The Blood Card

The Blood Card (Stephens & Mephisto Mystery, #3)The Blood Card by Elly Griffiths
My rating: 1 of 5 stars

Oh, how I wanted to love this book.

Now let me explain–I ADORE Elly Griffiths’ Ruth Galloway. Her writing is stellar. The plotting, the characters, the way she evokes emotion from atmosphere, the sense of place…Griffiths is a wonderful writer. I recommend her all the time to my mystery book group.

So why do I so hate the Stephens and Mephisto series?

I tried, I really did. I had attempted the first in series, the Zig Zag Girl, about a year ago. I was all caught up on my Ruth Galloway installments and was eager to try Griffiths’ second series.
I couldn’t make it through the book–gave up early on. Plodding, amateurish…just not hitting the right notes.

But I was looking for a “palate cleanser” after reading a somewhat intense mystery that was filled with grit and violence.

I picked up The Blood Card, hoping that my dislike of The Zig Zag Girl was due to first-in-series-not-great syndrome.

Nope. Just didn’t like it at all.

Too many characters with no distinct personalities. Emma, who works with Stephens, is the most fleshed out character, but too little too late. She really only shines towards the end. And Tol, the Romany chef who was “good with knives,” was enjoyable. But just try to keep all the performers straight…they are interchangeable. And we meet most of them only through other people describing them, not first hand.

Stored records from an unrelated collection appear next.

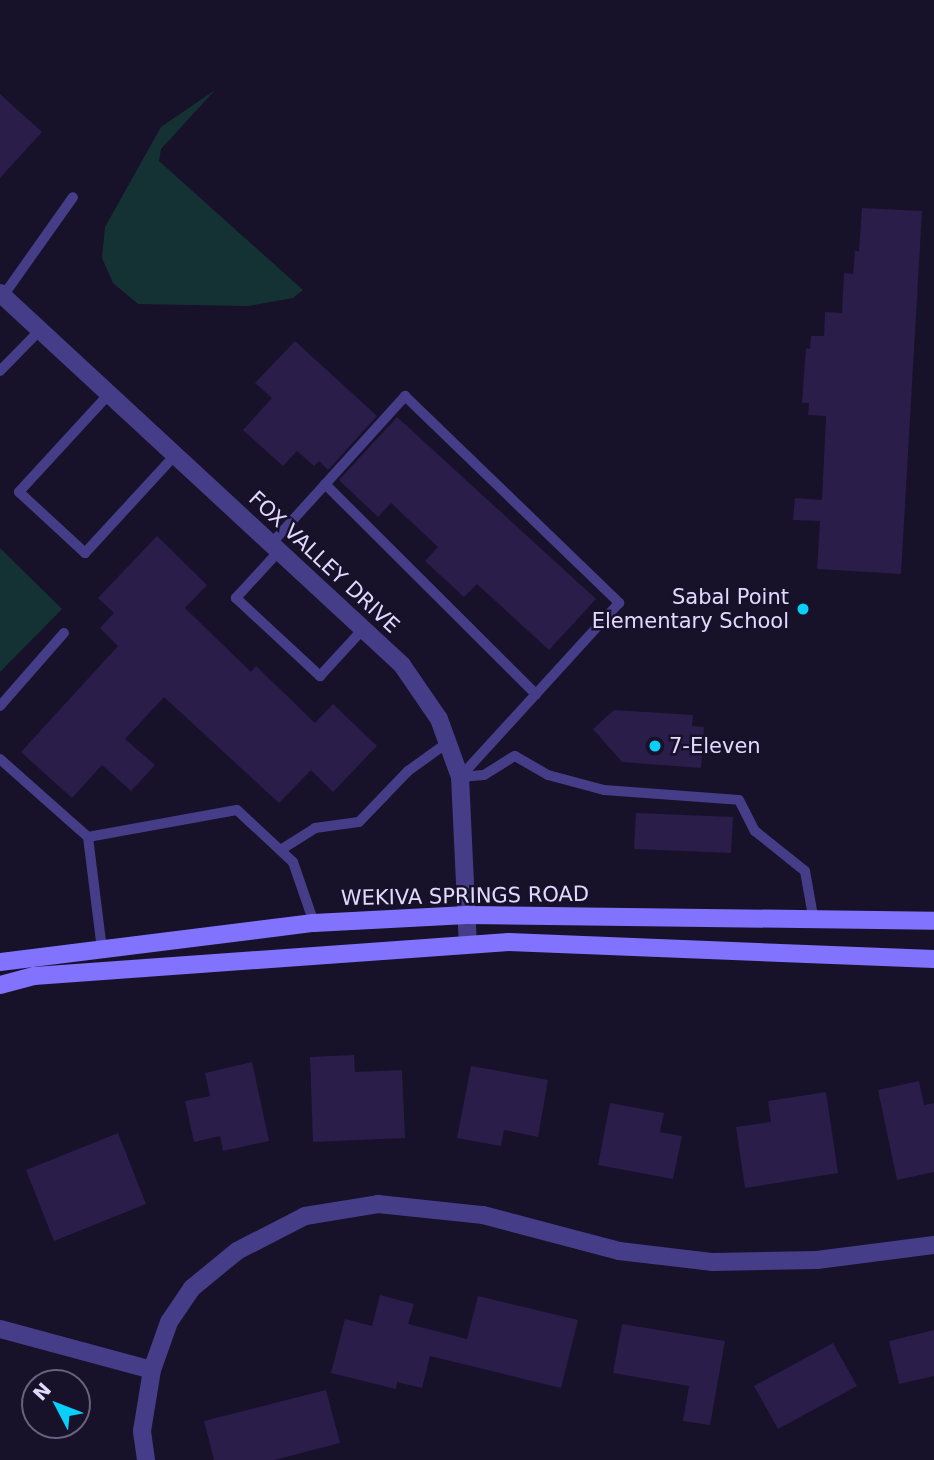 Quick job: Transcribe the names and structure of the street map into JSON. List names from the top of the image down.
{
  "streets": {
    "main road": ["WEKIVA SPRINGS ROAD"],
    "street": ["FOX VALLEY DRIVE"]
  },
  "crossings": [
    ["FOX VALLEY DRIVE", "WEKIVA SPRINGS ROAD"]
  ],
  "places": ["Sabal Point Elementary School", "7-Eleven"],
  "north": "top left"
}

No sense of London and her treatment of Brighton only slightly better. But no where NEAR as awesome as how she describes Norfolk in the Galloway series. Yeah, there’s rain. Yeah, there’s the sea. That’s about as atmospheric as it gets.

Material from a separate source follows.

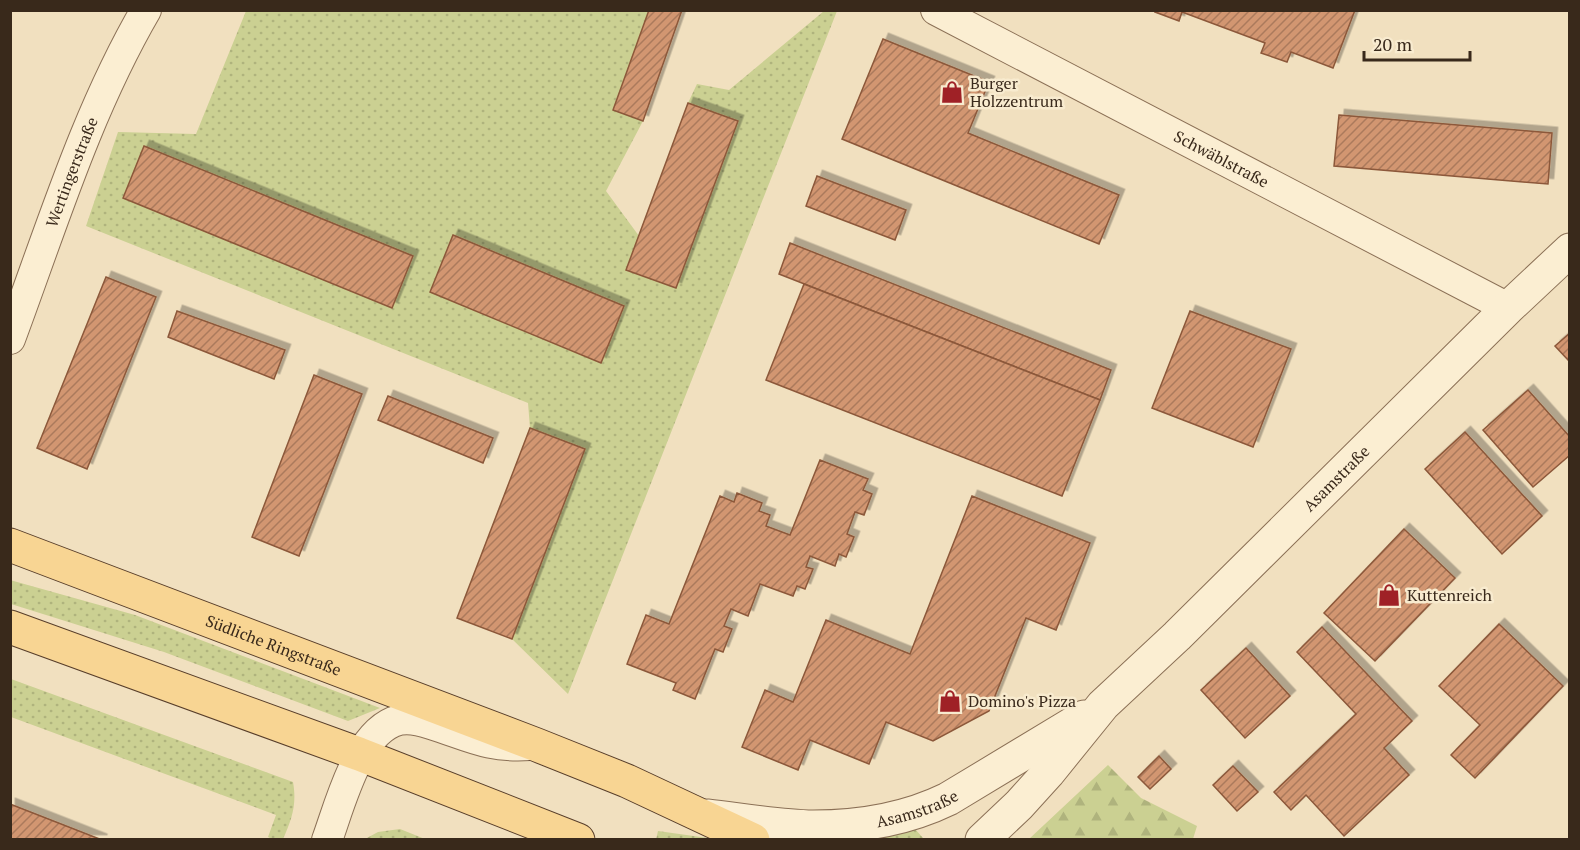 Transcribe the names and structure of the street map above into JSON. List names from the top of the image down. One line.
{"streets":{"main road":["Südliche Ringstraße"],"street":["Schwäblstraße","Wertingerstraße","Asamstraße"]},"crossings":[["Schwäblstraße","Asamstraße"],["Asamstraße","Südliche Ringstraße"]],"places":{"shop":["Burger Holzzentrum","Kuttenreich","Domino's Pizza"]},"scale_bar":"20 m"}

The plot was ludicrous. What really struck me was its similarity to the Dr. Who episode I had just watched. The Idiot’s Lantern (aired 10 years before The Blood Card was published) was set in the days prior to the Queen’s Coronation, focused on the newness of television and how many people bought one just to watch the Coronation, and subliminal messaging through this new device. But Dr. Who–even though it was aliens (!) rather than anarchists did a way better job.

And the very end; look, whenever an author is compelled to spend the end of the book explaining what happened, something is wrong. The reader should be able to understand what happened through the course of events, not needing a blow-by-blow re-cap to make sure we understand.

So my advice? If you want to continue to enjoy the brilliance of Elly Griffiths, stick to the Ruth Galloway mysteries. She shines. And if you want to read a fun mystery about the Romany and secret agents, and be enchanted by a fanciful but fun series, go straight to The Amazing Mrs. Pollifax.